O problema é que Project Dream não queria apenas parecer bonito. O projeto estava ficando grande demais para o Super Nintendo. A tecnologia conseguia produzir aquele visual, mas havia um limite para a quantidade de coisa que o console conseguia movimentar e armazenar sem começar a pedir arrego. Então a Rare levou o projeto para o Nintendo 64, onde finalmente existia hardware capaz de trabalhar com 3D de verdade.
E aí entra uma das partes mais legais dessa história. A mudança de console não foi simplesmente colocar o mesmo jogo em uma máquina mais potente. Project Dream virou um projeto 3D muito mais ambicioso, com sistemas e cenários que tentavam aproveitar o novo hardware. Só que o Nintendo 64 também tinha seus próprios limites. Um sistema de terreno usado pela equipe apresentava problemas de desempenho, e a proposta continuava sendo grande demais para chegar a uma forma satisfatória.
Enquanto isso, Super Mario 64 tinha mostrado ao mundo o que um jogo de plataforma totalmente tridimensional poderia fazer. A Rare percebeu que levar Project Dream para o Nintendo 64 mantendo aquela estrutura não seria suficiente. O projeto precisava mudar de novo. Edson saiu, o conceito de RPG foi sendo abandonado e um personagem que originalmente era apenas parte daquele universo acabou ganhando o papel principal. Era Banjo entrando em cena.
É por isso que o protótipo de Super Nintendo que apareceu décadas depois é tão curioso. Ele registra uma etapa em que o futuro Banjo-Kazooie ainda estava preso a sprites, cenários pré-renderizados e às limitações daquele hardware. Não é uma versão antiga de Banjo-Kazooie esperando alguém terminar o jogo. É um projeto diferente, ainda tentando descobrir até onde aquela tecnologia conseguia chegar.
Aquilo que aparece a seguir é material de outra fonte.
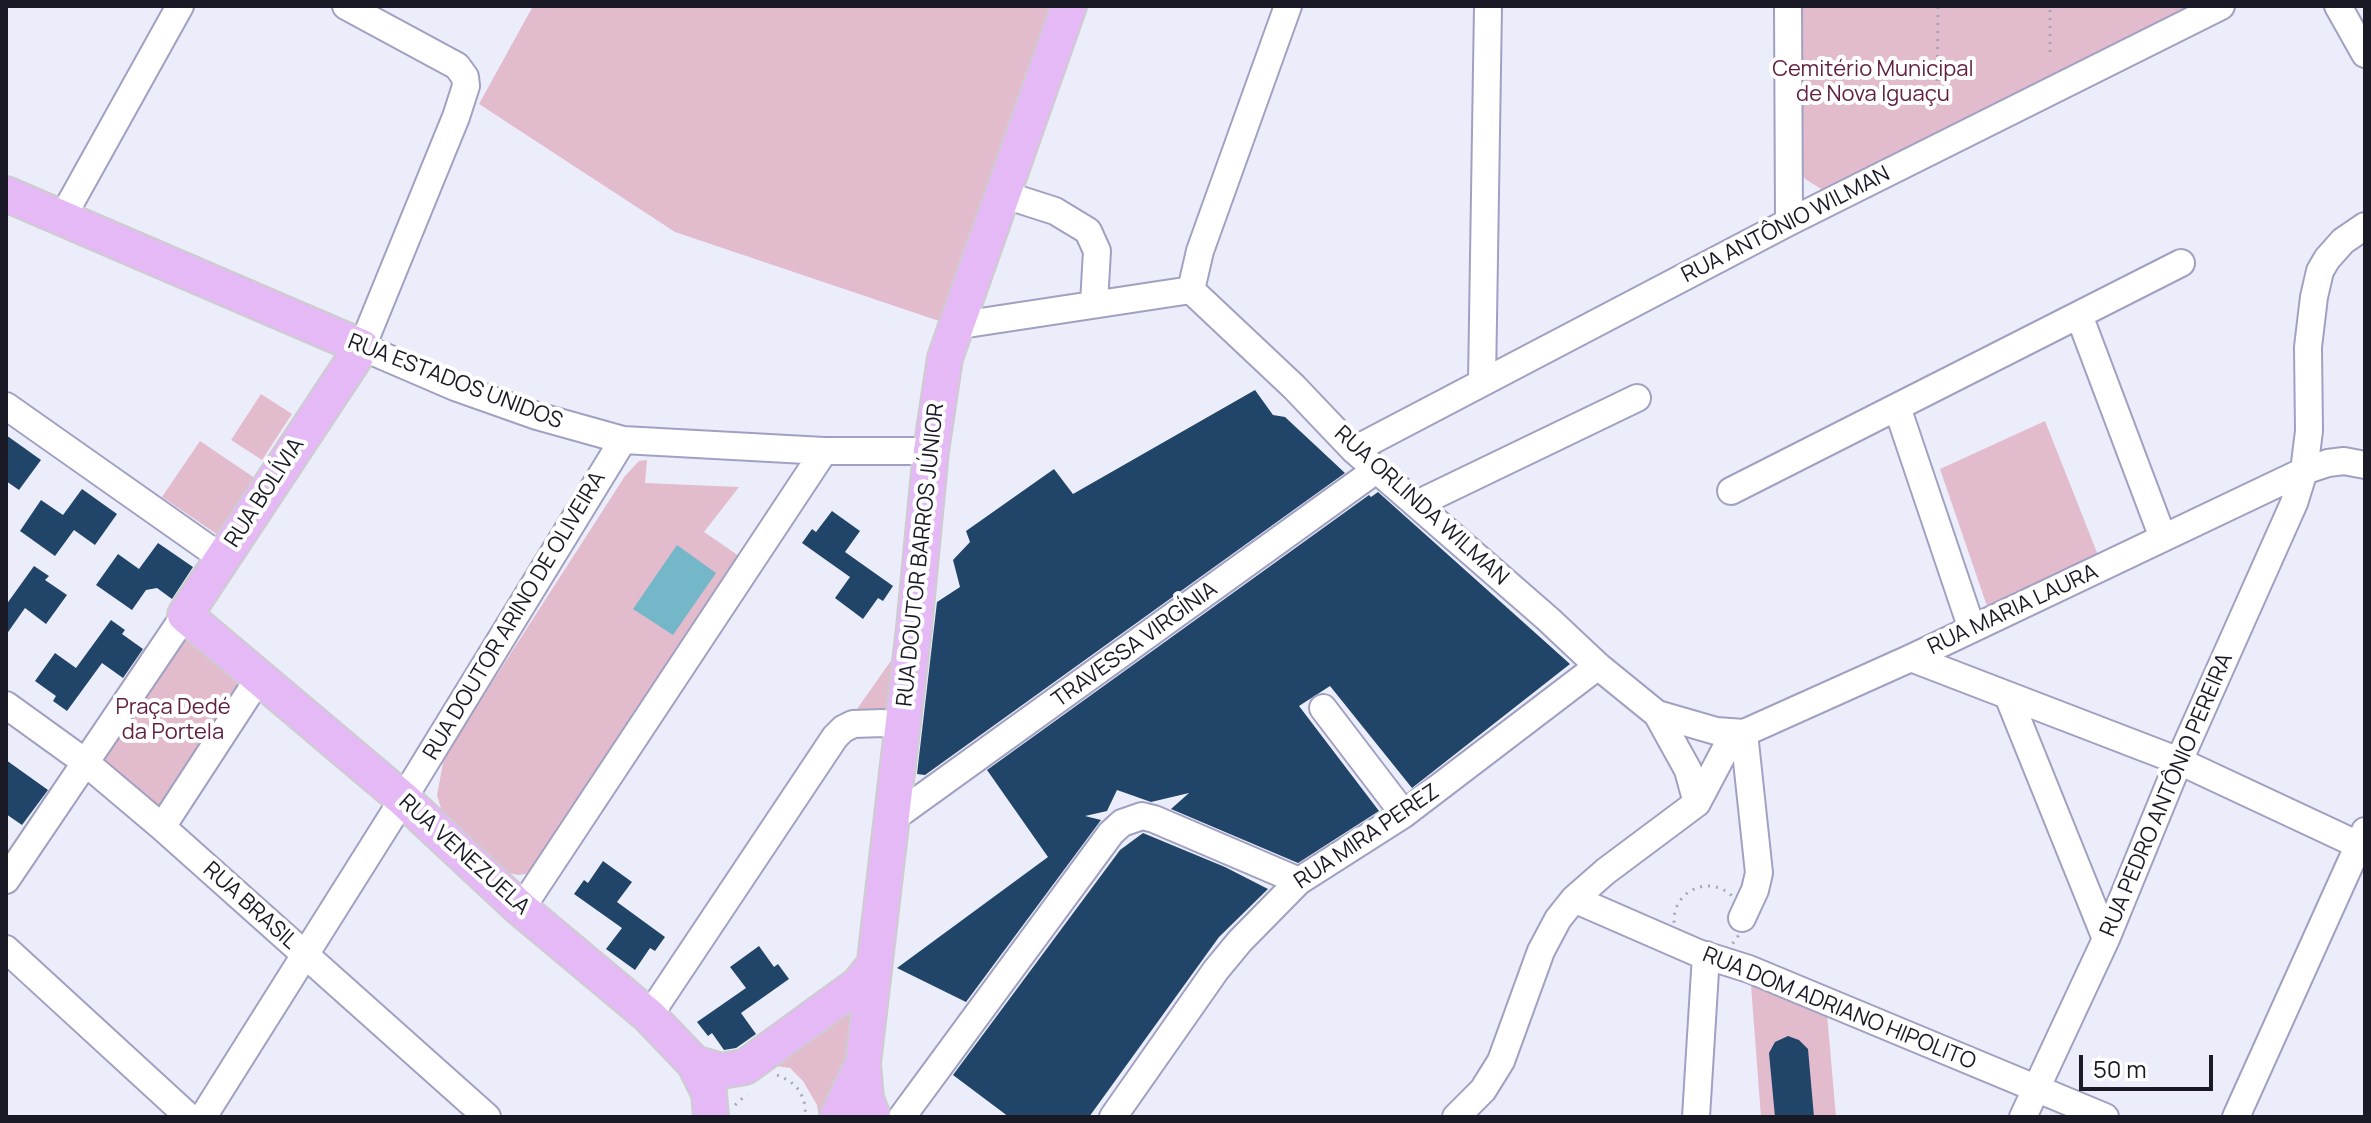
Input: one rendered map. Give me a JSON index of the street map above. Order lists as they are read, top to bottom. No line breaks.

E isso tem uma graça enorme para quem viveu aquela época. Nos anos 90, cada geração parecia jogar uma pá de terra em cima das limitações anteriores. Primeiro os desenvolvedores faziam truques para criar profundidade em gráficos 2D. Depois chegaram máquinas capazes de produzir 3D em tempo real e todo mundo começou a tentar descobrir como diabos aquilo funcionava. Project Dream ficou bem no meio dessa mudança.
O protótipo também mostra uma Rare em plena fase de experimentação. A empresa vinha de Donkey Kong Country e tinha uma tecnologia gráfica que parecia absurda no Super Nintendo, mas logo estava diante de um Nintendo 64 prometendo mundos tridimensionais. O que começou como uma tentativa de esticar o máximo possível o hardware antigo acabou precisando abandonar boa parte daquela tecnologia para acompanhar a nova geração. Depois de mais de três décadas, esse material voltou a circular na internet e reacendeu a curiosidade sobre um projeto que durante muito tempo só podia ser conhecido por vídeos, imagens e informações de desenvolvimento.
Project Dream registra uma época em que os estúdios ainda estavam descobrindo na prática como fazer os videogames acompanharem a evolução do hardware. Um projeto começou tentando arrancar o máximo do Super Nintendo, encontrou o teto da máquina, migrou para o Nintendo 64 e precisou mudar completamente para acompanhar a nova geração. O resultado final foi Banjo-Kazooie, mas esse protótipo mostra que, antes do urso e da ave, existiu uma longa sequência de experiências, limitações técnicas e muita gambiarra tecnológica.